Improving Interpretability. Philosophy of Science Perspectives on Machine Learning

These days, machine learning (ML) is all the rage, in science and beyond. ML is used to pre-process job applications, to automatically recognize faces in images or videos, and to classify astronomical objects – to name just a few examples. However, the ubiquitous use of ML also raises questions and concerns. One of the main problems is interpretability: We lack a theoretical understanding of ML models and, in particular of so-called deep neural networks (DNNs). For example, why are DNNs so successful in application? What, exactly, is it that they learn? What is the scope and limit of their success? Since we do not have answers to these questions, we do not understand how DNNs achieve their tasks – they remain black boxes, as it were. This is particularly a problem for science, which is supposed to explain and to help us understand phenomena in the world. Science cannot achieve these goals if its tools are black boxes. The problem has also been acknowledged in the political sphere: The EU’s “General Data Protection Regulation” postulates a “right to explanation” for automated decision-making. But what does this right amount to? And how can it be granted to citizens?

In the present project, we will address the problem of interpretability from a philosophical perspective. Our main working hypothesis is that philosophical work on explanation and understanding can help us to make sense of interpretability and to assess approaches that promise a better understanding of ML models.
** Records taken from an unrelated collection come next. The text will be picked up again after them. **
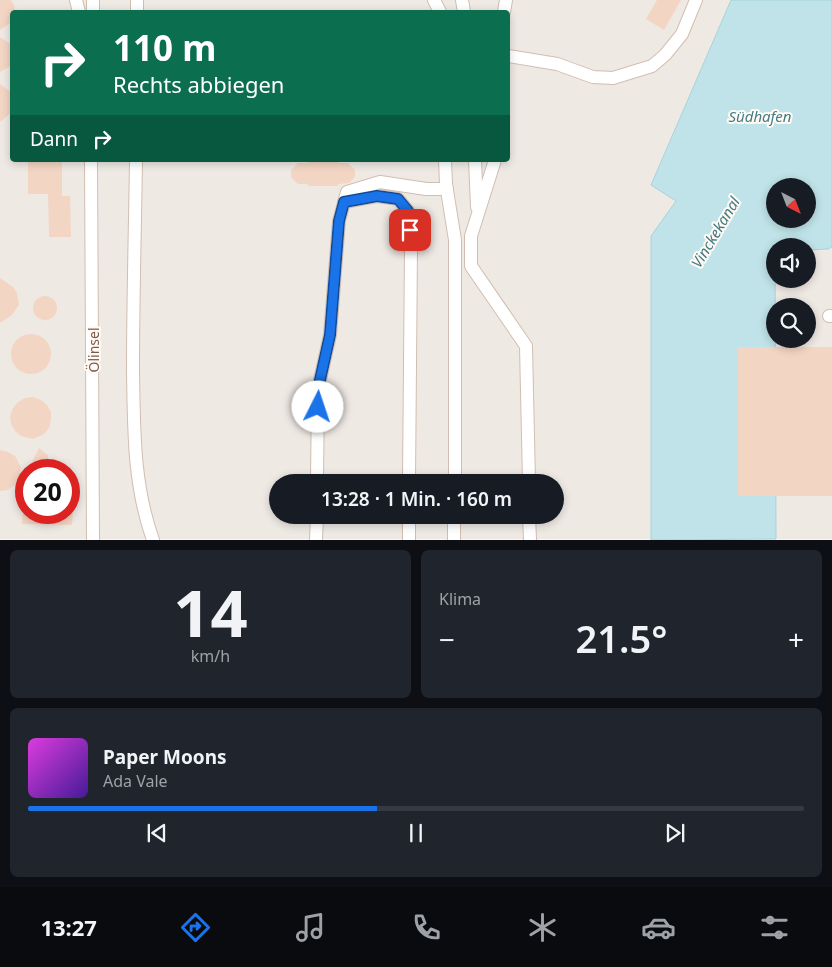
<!DOCTYPE html>
<html lang="de">
<head>
<meta charset="utf-8">
<style>
	body { margin:0; font-family:"Noto Sans",sans-serif; background:#20242c; color:#f1f3f6; height:100vh; display:flex; flex-direction:column; font-size:19px; white-space:nowrap }
	* { box-sizing:border-box; margin:0 }
	p { font-size:16px; color:#9ea1a6 }
	.icon { flex:none; width:28px; height:28px; fill:none; stroke:currentColor; stroke-width:2; stroke-linecap:round; stroke-linejoin:round }
	.map { position:relative; height:540px; overflow:hidden }
	.sheet { display:flex; flex-direction:column; gap:10px; padding:10px; background:#0d0f14; flex:1 }
	.sheet>* { flex:none }
	.banner { position:absolute; left:10px; top:10px; width:500px; height:152px; border-radius:5px; box-shadow:0 2px 8px #0003; background:#0b6e4f; color:#fff; overflow:hidden }
	.needle { width:32px; rotate:138deg }
	.controls { position:absolute; left:766px; top:178px; display:grid; gap:10px }
	.controls a { display:grid; place-items:center; width:50px; height:50px; border-radius:50%; background:#171b24; box-shadow:0 2px 8px #0003; font-size:25px }
	.speed { position:absolute; left:15px; top:459px; display:flex; gap:10px; font-size:25px; font-weight:700; text-align:center }
	.speed>* { display:grid; place-content:center; width:65px; height:65px; border-radius:50%; background:#171b24; box-shadow:0 2px 8px #0003; line-height:1 }
	.speed .limit { border:8px solid #d22; background:#fff; color:#111 }
	.pin { position:absolute; display:grid; place-items:center; width:42px; height:42px; color:#fff; margin:-21px; border-radius:10px; box-shadow:0 2px 8px #0006 }
	.me { position:absolute; width:55px; margin:-28px; rotate:4deg; stroke-linejoin:round; filter:drop-shadow(0 0 4px #0008) }
	.turn { display:flex; align-items:center; gap:18px; height:105px; padding:0 20px; font-size:22px }
	.turn .icon { width:65px; height:65px; stroke-width:2.5 }
	.turn b { display:block; font-size:35px; line-height:42px }
	.then { display:flex; align-items:center; height:48px; padding:0 20px; background:#0003; gap:10px; font-size:19px }
	.big { font-size:38px; font-weight:600; line-height:1.1 }
	.sheet .card { flex:1; display:flex; flex-direction:column; justify-content:center; gap:8px; min-width:0; padding:0 18px; border-radius:8px; background:#20242c }
	.sheet .dial { align-items:center; gap:0 }
	.dial b { font-size:65px; line-height:1 }
	.song { display:flex; align-items:center; gap:15px }
	.cover { width:60px; height:60px; border-radius:8px; background:linear-gradient(135deg,hsl(300 70% 55%),hsl(260 70% 35%)) }
	.played { height:5px; border-radius:2px; background:linear-gradient(90deg,#1a73e8 45%,#363941 45%) }
	.keys { display:flex; justify-content:space-around; direction:ltr }
	.heat { display:flex; justify-content:space-between; align-items:center; font-size:28px; direction:ltr }
	.sheet .tiles { flex:1; display:grid; gap:10px; grid-template-columns:1fr 1fr }
	.card:last-child { grid-column:span 2 }
	.trip { position:absolute; left:269px; top:474px; width:295px; height:50px; border-radius:25px; background:#171b24; box-shadow:0 2px 8px #0003; font-weight:600; line-height:50px; text-align:center }
	.menu { display:flex; height:80px; justify-content:space-around; align-items:center; background:#090b0e; color:#9ea1a6 }
	.menu .icon { width:35px; height:35px }
	.menu .on { color:#1a73e8 }
	.menu b { font-size:22px; color:#f1f3f6 }
	.map>svg:first-child { display:block }
	.industrial { fill:#efe9e4; fill-rule:evenodd }
	.water { fill:#bfe3e8; stroke:#a5d3da; fill-rule:evenodd }
	.building { fill:#f3d5c3 }
	.lines { fill:none; stroke-linecap:round; stroke-linejoin:round }
	.minor-casing { stroke:#d1beb0; stroke-width:14 }
	.minor { stroke:#fff; stroke-width:12 }
	.route-casing { stroke:#114b97; stroke-width:12 }
	.route { stroke:#1a73e8; stroke-width:9 }
	.labels { text-anchor:middle; dominant-baseline:central; stroke-width:4; stroke-linejoin:round; paint-order:stroke }
	.street-label { font-size:14px; fill:#7a5c4d; stroke:#fffaf3 }
	.water-label { font-size:15px; font-style:italic; fill:#437c86; stroke:#fffaf3 }
</style>
</head>
<body>
<div class="map">
<svg width="832" height="540" viewBox="0 0 832 540">
	<rect width="100%" height="100%" fill="#fdf6ec"/>
	<!-- industrial -->
	<g class="industrial">
		<path d="M 0,0 L 731,0 L 651,185 L 677,201 L 651,236 L 651,539 L 0,539 ZM 12,12 L 508,12 L 508,160 L 12,160 ZM 26,470 L 69,470 L 69,512 L 26,512 ZM 278,482 L 555,482 L 555,515 L 278,515 Z"/>
		<path d="M 832,247 L 832,539 L 776,539 L 774,278 L 775,275 L 775,279 L 808,279 L 808,250 L 828,249 ZM 775,306 L 808,306 L 808,339 L 775,339 Z"/>
	</g>
	<!-- water -->
	<path class="water" d="M 731,0 L 832,0 L 832,247 L 828,249 L 808,250 L 808,246 L 775,246 L 776,539 L 651,540 L 651,236 L 676,201 L 651,185 ZM 775,186 L 808,186 L 808,219 L 775,219 Z"/>
	<!-- building -->
	<g class="building">
		<polygon points="0,0 11,0 14,5 15,12 12,12 12,20 10,23 0,30"/>
		<polygon points="657,0 681,0 664,30 646,19"/>
		<polygon points="0,37 10,44 12,48 12,63 9,67 0,72"/>
		<polygon points="0,84 12,93 12,112 0,122"/>
		<polygon points="28,160 62,160 62,196 70,196 71,237 49,237 48,194 28,194"/>
		<polygon points="309,160 337,161 339,163 348,163 355,170 355,177 349,183 339,184 337,186 309,186 307,184 298,184 291,177 291,170 298,163 307,163"/>
		<polygon points="0,278 13,287 17,293 19,305 12,315 0,323"/>
		<circle cx="45" cy="308" r="12"/>
		<circle cx="31" cy="354" r="20"/>
		<rect x="738" y="347" width="94" height="149"/>
		<polygon points="33,397 41,400 47,405 51,412 51,420 49,428 44,434 33,439 21,436 15,431 11,424 10,416 13,408 18,402 25,398"/>
		<polygon points="39,448 48,455 48,461 44,465 38,465 32,462"/>
		<polygon points="0,450 8,452 15,456 21,467 19,479 14,485 8,490 0,491"/>
		<polygon points="23,512 73,512 72,525 22,524"/>
	</g>
	<g class="lines">
		<defs>
			<g id="minor">
				<polyline points="76,0 79,12"/>
				<polyline points="137,0 137,12"/>
				<polyline points="434,0 440,12"/>
				<polyline points="462,0 464,12"/>
				<polyline points="93,12 93,0"/>
				<polyline points="504,12 506,0"/>
				<polyline points="508,56 557,64 593,77 613,78 652,66 665,55 682,34 696,0"/>
				<polyline points="91,160 93,540"/>
				<path d="M 136,160 C 135,230 133,300 133,370 C 134,428 133,484 153,540"/>
				<polyline points="445,160 446,184 455,240 455,482"/>
				<polyline points="475,160 477,207"/>
				<polyline points="495,160 471,236 471,266 526,346 529,482"/>
				<polyline points="344,202 377,196 398,199 408,211 411,248 409,482"/>
				<polyline points="829,316 832,316"/>
				<polyline points="317,482 318,389 330,335 339,221 347,192 380,182 426,189 447,189"/>
				<polyline points="529,515 530,540"/>
				<polyline points="316,540 317,515"/>
				<polyline points="409,540 409,515"/>
				<polyline points="454,540 454,515"/>
			</g>
		</defs>
		<!-- minor casing -->
		<use href="#minor" class="minor-casing"/>
		<!-- minor -->
		<use href="#minor" class="minor"/>
	</g>
	<g class="lines">
		<defs>
			<polyline id="route" points="318,407 318,389 330,335 339,221 344,202 377,196 398,199 408,211 410,230"/>
		</defs>
		<!-- route casing -->
		<use href="#route" class="route-casing"/>
		<!-- route -->
		<use href="#route" class="route"/>
	</g>
	<g class="labels">
		<!-- street labels -->
		<g class="street-label">
			<text transform="translate(93 350) rotate(-90)">Ölinsel</text>
		</g>
		<!-- water labels -->
		<g class="water-label">
			<text x="760" y="116">Südhafen</text>
			<text transform="translate(715 232) rotate(-59)">Vinckekanal</text>
		</g>
	</g>
</svg>
<div class="controls">
<a><svg class="needle" viewBox="-14 -14 28 28"><path d="M0-13l5 13h-10z" fill="#e53935"/><path d="M0 13l5-13h-10z" fill="#9ea1a6"/></svg></a>
<a><svg class="icon" aria-label="sound" viewBox="0 0 24 24"><path d="M4 9h4l5-4v14l-5-4H4zM17 9q2 3 0 6"/></svg></a>
<a><svg class="icon" aria-label="search" viewBox="0 0 24 24"><circle cx="10" cy="10" r="6"/><path d="M15 15l6 6"/></svg></a>
</div>
<div class="speed"><div class="limit">20</div></div>
<div class="pin" style="left:410px;top:230px;background:#d93025"><svg class="icon" aria-label="arrive" viewBox="0 0 24 24"><path d="M6 21V4h12l-3 4 3 4H6"/></svg></div>
<svg class="me" style="left:318px;top:407px" viewBox="-20 -20 40 40"><circle r="19" fill="#fff"/><path d="M0-13L10 11 0 6-10 11z" fill="#1a73e8"/></svg>
<div class="trip">13:28 · 1 Min. · 160 m</div>
<div class="banner">
<div class="turn"><svg class="icon" aria-label="right" viewBox="0 0 24 24"><path d="M7 20v-9h11M14 6l5 5-5 5"/></svg><div><b>110 m</b>Rechts abbiegen</div></div>
<div class="then">Dann<svg class="icon" aria-label="right" viewBox="0 0 24 24"><path d="M7 20v-9h11M14 6l5 5-5 5"/></svg></div>
</div>
</div>
<section class="sheet">
<div class="tiles">
<div class="card dial"><b>14</b><p>km/h</p></div>
<div class="card"><p>Klima</p>
<div class="heat"><a>−</a><b class="big">21.5°</b><a>+</a></div>
</div>
<div class="card">
<div class="song"><i class="cover"></i><div><b>Paper Moons</b><p>Ada Vale</p></div></div>
<div class="played"></div>
<div class="keys"><svg class="icon" aria-label="previous" viewBox="0 0 24 24"><path d="M18 5L8 12l10 7zM5 5v14"/></svg><svg class="icon" aria-label="pause" viewBox="0 0 24 24"><path d="M8 5v14M16 5v14"/></svg><svg class="icon" aria-label="next" viewBox="0 0 24 24"><path d="M6 5l10 7-10 7zM19 5v14"/></svg></div>
</div>
</div>
</section>
<nav class="menu">
<b>13:27</b>
<svg class="icon on" aria-label="directions" viewBox="0 0 24 24"><path d="M12 3l9 9-9 9-9-9zM9 14v-3h6M13 9l2 2-2 2"/></svg>
<svg class="icon" aria-label="music" viewBox="0 0 24 24"><path d="M9 18V5l10-2v13"/><circle cx="6" cy="18" r="3"/><circle cx="16" cy="16" r="3"/></svg>
<svg class="icon" aria-label="phone" viewBox="0 0 24 24"><path d="M5 4h4l2 5-3 2q2 4 5 5l2-3 5 2v4C11 20 4 13 5 4z"/></svg>
<svg class="icon" aria-label="climate" viewBox="0 0 24 24"><path d="M12 3v18M4 7l16 10M4 17L20 7"/></svg>
<svg class="icon" aria-label="car" viewBox="0 0 24 24"><path d="M5 17H2v-5l4-1 3-4h7l3 4 3 1v5h-3M9 17h6M6 11h13"/><circle cx="7" cy="17" r="2"/><circle cx="17" cy="17" r="2"/></svg>
<svg class="icon" aria-label="filters" viewBox="0 0 24 24"><path d="M4 7h16M4 17h16"/><circle cx="9" cy="7" r="2"/><circle cx="15" cy="17" r="2"/></svg>
</nav>
</body>
</html>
We will thus draw on insights from philosophical research and transfer them to recent discussions about interpretability of ML. One key philosophical finding is that explanation comes in many varieties and defies a straightforward analysis in terms of necessary and sufficient conditions. This suggests that interpretability is not one thing, but rather comes in many different flavors. Our main aim thus is to establish a conceptual framework for thinking about interpretability. The framework will help researchers to avoid confusion, to become clear about the expectations that loom behind the right to explanation and to classify and evaluate existing research programs that propose a better understanding of ML. The conceptual framework will be established by combining a top-down approach with a bottom-up strategy. As far as the top-down direction is concerned, we will draw on distinctions from the philosophy of explanation. As far as the bottom-up direction is concerned, our work will be informed by recent work on ML from computer science. In several case studies, e.g. about Statistical Learning Theory, the so-called Information Bottleneck method and work on causal descriptions, we will try to fit these approaches into our framework. This will not only help us to test our framework and to improve it, but also lead to a better understanding of the approaches and their prospects. The framework will in particular distinguish between explanatory vs. non-explanatory questions about ML, between different levels of generality, and between the subjective vs. objective components of interpretability. In a last step, we’ll bring this work to bear on the ethics of algorithms.
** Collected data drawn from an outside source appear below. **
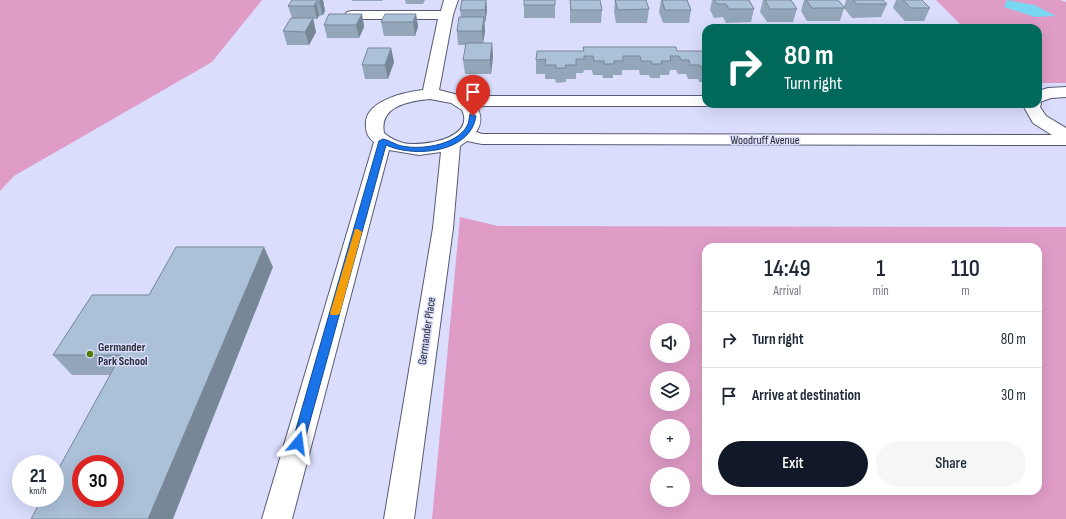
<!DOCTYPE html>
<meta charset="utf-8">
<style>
:root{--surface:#fff;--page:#f6f6f7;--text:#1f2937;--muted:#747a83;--line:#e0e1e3;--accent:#111827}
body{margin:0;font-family:"Sofia Sans Condensed",sans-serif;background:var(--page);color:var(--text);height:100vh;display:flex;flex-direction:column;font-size:15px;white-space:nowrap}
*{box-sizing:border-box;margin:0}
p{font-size:13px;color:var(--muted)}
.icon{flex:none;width:22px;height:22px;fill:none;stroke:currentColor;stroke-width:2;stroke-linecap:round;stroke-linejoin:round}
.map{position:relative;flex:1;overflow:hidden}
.drawer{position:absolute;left:702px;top:243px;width:340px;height:252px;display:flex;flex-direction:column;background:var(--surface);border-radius:12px;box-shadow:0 4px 16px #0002}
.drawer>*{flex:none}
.guide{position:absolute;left:702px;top:24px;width:340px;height:84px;border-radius:12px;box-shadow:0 4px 16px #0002;background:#00695c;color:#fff;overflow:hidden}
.buttons{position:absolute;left:650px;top:323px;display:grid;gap:8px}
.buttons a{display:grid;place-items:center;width:40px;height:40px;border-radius:50%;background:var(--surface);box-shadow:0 4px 16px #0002;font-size:20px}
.speed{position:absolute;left:12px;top:455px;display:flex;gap:8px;font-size:20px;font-weight:700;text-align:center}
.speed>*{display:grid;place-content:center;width:52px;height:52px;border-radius:50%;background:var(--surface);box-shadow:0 4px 16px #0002;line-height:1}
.speed small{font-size:10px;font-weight:400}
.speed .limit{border:6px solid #d22;background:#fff;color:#111}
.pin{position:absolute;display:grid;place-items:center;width:34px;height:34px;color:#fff;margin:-41px -17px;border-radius:50% 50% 50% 0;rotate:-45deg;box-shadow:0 0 4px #0007}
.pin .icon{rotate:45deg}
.me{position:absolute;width:44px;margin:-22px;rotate:16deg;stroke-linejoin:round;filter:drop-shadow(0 0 3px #0008)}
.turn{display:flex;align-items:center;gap:14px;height:84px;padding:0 16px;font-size:18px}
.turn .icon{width:52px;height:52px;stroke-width:2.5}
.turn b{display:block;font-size:28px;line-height:34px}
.eta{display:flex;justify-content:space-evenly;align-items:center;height:68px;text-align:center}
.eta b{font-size:24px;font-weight:600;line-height:28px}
.action{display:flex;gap:8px;margin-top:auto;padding:8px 16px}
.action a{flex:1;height:46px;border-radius:24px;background:var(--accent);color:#fff;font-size:16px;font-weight:600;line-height:46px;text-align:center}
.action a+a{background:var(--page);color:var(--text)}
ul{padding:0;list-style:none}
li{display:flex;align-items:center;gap:12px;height:56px;padding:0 16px;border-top:1px solid var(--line)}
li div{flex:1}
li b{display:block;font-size:15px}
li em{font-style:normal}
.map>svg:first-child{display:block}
</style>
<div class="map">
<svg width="1066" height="519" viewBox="0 0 1066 519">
<rect width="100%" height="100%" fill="#dadefc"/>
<g fill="#df9cc7" fill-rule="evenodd">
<polygon points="0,0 262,0 212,62 14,176 0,191"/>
<polygon points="936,0 1060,0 1066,2 1066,83 1038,83 1038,28 964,28"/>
<path d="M460,217L498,226L1066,227V519H432ZM706,247H1038V491H706ZM657,330H683V356H657ZM657,378H683V404H657ZM657,426H683V452H657ZM657,474H683V500H657Z"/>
</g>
<polygon fill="#78d6f2" points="1007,0 1034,5 1056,16 1035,17 1004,7"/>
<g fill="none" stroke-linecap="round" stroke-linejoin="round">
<g stroke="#585a74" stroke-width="2">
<path id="street" d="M444,0H458L453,15L439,90L462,96H706V104H712L706,106H476C482,115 482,123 476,132L482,134L1052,135L1033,123L1024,107L1025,104H1038V91L1048,88L1066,87V97L1051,98L1040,102L1041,104L1040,107L1046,116L1066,128V145L482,144L467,141L460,146L453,228L414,519H384L433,228L441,152L419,155L389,150L292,519H262L374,142C368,137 366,133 366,126C363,101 405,92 423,90L438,19H352L347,18L345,15L347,12L352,11H441ZM430,99L451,103L462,110C476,139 421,147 403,143C396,141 390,138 384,133C379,106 409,101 430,99Z"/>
</g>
<use href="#street" fill="#fff" fill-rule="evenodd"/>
</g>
<g fill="#93a6ba">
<polygon points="292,0 323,0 325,11 323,15 319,16 317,19 313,19 316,32 309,45 287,45 283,31 292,18 288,6"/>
<polygon points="352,0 383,0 382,1 352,1"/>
<polygon points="405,0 425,0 423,4 406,4"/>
<polygon points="462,0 486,0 487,11 485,23 484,23 485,31 483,43 492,43 493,57 491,74 465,74 463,60 466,45 458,45 457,31 461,17 460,10"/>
<polygon points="524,0 555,5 555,18 524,18"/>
<polygon points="570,0 602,10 601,23 570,23"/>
<polygon points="615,0 649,9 647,23 616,23 614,12"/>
<polygon points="661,0 687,0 691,10 689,23 663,23 659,12"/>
<polygon points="712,0 749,0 754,9 751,22 726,23 723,17 714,18 710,10"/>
<polygon points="763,0 791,0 797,9 793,22 767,22 760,12"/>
<polygon points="804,0 838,0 844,7 846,0 883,0 887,4 881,17 852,18 844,8 840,21 807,21 801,11"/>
<polygon points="896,0 922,0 930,8 924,21 905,21 893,8"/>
<polygon points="362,14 364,27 359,38 327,38 324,25"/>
<polygon points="416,14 418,27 415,36 384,36 381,22"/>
<polygon points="583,47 677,51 706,51 706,82 699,82 698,79 688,79 686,74 678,74 676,70 670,70 669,75 660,75 660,78 650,78 649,75 640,75 639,70 622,70 622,75 613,75 613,78 603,78 602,75 593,75 592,70 584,70 583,73 576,73 576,79 566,79 566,82 556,83 555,79 545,79 545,74 536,74 536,60 583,51"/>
<polygon points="391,48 394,62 388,79 365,79 362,65"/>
<polygon points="273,267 110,375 72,375 53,355 149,295"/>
</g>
<g fill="#788797">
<polygon points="318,0 323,0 325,11 323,15 319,2"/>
<polygon points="486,0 487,11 485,23 485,10"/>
<polygon points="316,2 319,16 317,19 314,6"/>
<polygon points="362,14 364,27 359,38 356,25"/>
<polygon points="416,14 418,27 415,36 413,22"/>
<polygon points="484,17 485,31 483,44 482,31"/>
<polygon points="313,18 316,32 309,45 305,32"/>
<polygon points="492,43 493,57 491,74 490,60"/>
<polygon points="391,48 394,62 388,79 385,65"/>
<polygon points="264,247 273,267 173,519 148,519"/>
</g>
<g fill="#abc1d8" stroke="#788797" fill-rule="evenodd">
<polygon points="292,0 321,0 319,2 316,2 314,6 288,6"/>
<polygon points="462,0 486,0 485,10 460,10"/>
<rect x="524" y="0" width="31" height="5"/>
<polygon points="570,0 600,0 602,10 571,10"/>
<polygon points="615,0 646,0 649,9 618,10"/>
<polygon points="662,0 687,0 691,10 665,10"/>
<polygon points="714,0 749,0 754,9 729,9 726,4 717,4"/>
<polygon points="765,0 791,0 797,9 770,9"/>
<polygon points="806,0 838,0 845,8 812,8"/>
<polygon points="853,0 883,0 887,4 857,4"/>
<polygon points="903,0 922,0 930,8 911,8"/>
<polygon points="329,14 362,14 356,25 324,25"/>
<polygon points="385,14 416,14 413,22 381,22"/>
<polygon points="459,17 484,17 482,31 457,31"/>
<polygon points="291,18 313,18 305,32 283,31"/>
<polygon points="466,43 492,43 490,60 463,60"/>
<polygon points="583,47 676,47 677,51 706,51 706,68 702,68 700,65 690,65 689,60 681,60 679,56 670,56 671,61 661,61 662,64 652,64 651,61 641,61 640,56 623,56 623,61 614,61 614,64 604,64 604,61 594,61 593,56 584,56 584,59 576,59 576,65 565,65 566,68 556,68 556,65 545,65 546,59 536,60 537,51 584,51"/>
<polygon points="368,48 391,48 385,65 362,65"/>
<path d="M176,247H264L148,519H31L42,498H55V475L121,355H53L92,295H149ZM81,464H115V498H81Z"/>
</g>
<path fill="#1a73e8" stroke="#114b97" d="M470,114H473L476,116C471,153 414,158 386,145L304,443L302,447L298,449L294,447L292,443L379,141L383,139C388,140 393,143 398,145C417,151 456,146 467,126C469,123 469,118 470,114Z"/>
<polygon fill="#f59e0b" points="355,229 358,229 362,232 340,313 338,315 331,315 330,313"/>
<circle fill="#537e02" stroke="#dadefc" stroke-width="1.5" cx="90" cy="354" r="4"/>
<g text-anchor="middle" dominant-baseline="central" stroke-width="3" stroke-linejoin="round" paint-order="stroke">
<g font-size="12" fill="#282a35" stroke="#dadefc">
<text x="765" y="140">Woodruff Avenue</text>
<text transform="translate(427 331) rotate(-82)">Germander Place</text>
</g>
<g font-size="12" font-weight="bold" fill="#282a35" stroke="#dadefc" text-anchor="start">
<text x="98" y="347">Germander<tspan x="98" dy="14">Park School</tspan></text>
</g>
</g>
</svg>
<div class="buttons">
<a><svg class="icon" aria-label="sound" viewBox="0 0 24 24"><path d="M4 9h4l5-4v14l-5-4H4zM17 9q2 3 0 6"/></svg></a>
<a><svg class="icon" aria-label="layers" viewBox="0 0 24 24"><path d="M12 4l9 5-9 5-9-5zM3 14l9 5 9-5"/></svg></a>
<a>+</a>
<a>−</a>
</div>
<div class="speed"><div>21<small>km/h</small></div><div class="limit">30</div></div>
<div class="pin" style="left:473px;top:116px;background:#d93025"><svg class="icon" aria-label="arrive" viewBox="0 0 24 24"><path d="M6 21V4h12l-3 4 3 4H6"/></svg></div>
<svg class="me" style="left:298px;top:443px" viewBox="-20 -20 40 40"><path d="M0-17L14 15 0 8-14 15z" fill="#1a73e8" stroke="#fff" stroke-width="4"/></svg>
<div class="guide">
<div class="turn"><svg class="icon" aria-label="right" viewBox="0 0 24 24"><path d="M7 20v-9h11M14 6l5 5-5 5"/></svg><div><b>80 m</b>Turn right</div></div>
</div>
<section class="drawer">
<div class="eta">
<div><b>14:49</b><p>Arrival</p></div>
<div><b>1</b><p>min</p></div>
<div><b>110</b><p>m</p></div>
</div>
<ul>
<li><svg class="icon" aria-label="right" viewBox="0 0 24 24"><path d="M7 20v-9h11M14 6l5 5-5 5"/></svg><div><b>Turn right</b></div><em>80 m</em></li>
<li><svg class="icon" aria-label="arrive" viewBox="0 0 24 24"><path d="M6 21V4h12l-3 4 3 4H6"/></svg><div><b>Arrive at destination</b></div><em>30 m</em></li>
</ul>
<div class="action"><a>Exit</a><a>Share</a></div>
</section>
</div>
Of course, as philosophers, we cannot come up with new explanations of how ML works. But we can get clear about what people are after when they urge for interpretable ML, we can better understand how current approaches to interpretable software hang together, and we can trace the consequences that ML models have for our philosophical view of scientific research in the 21st century. Our aim is to do just this.



This project is funded by the Swiss National Science Foundation.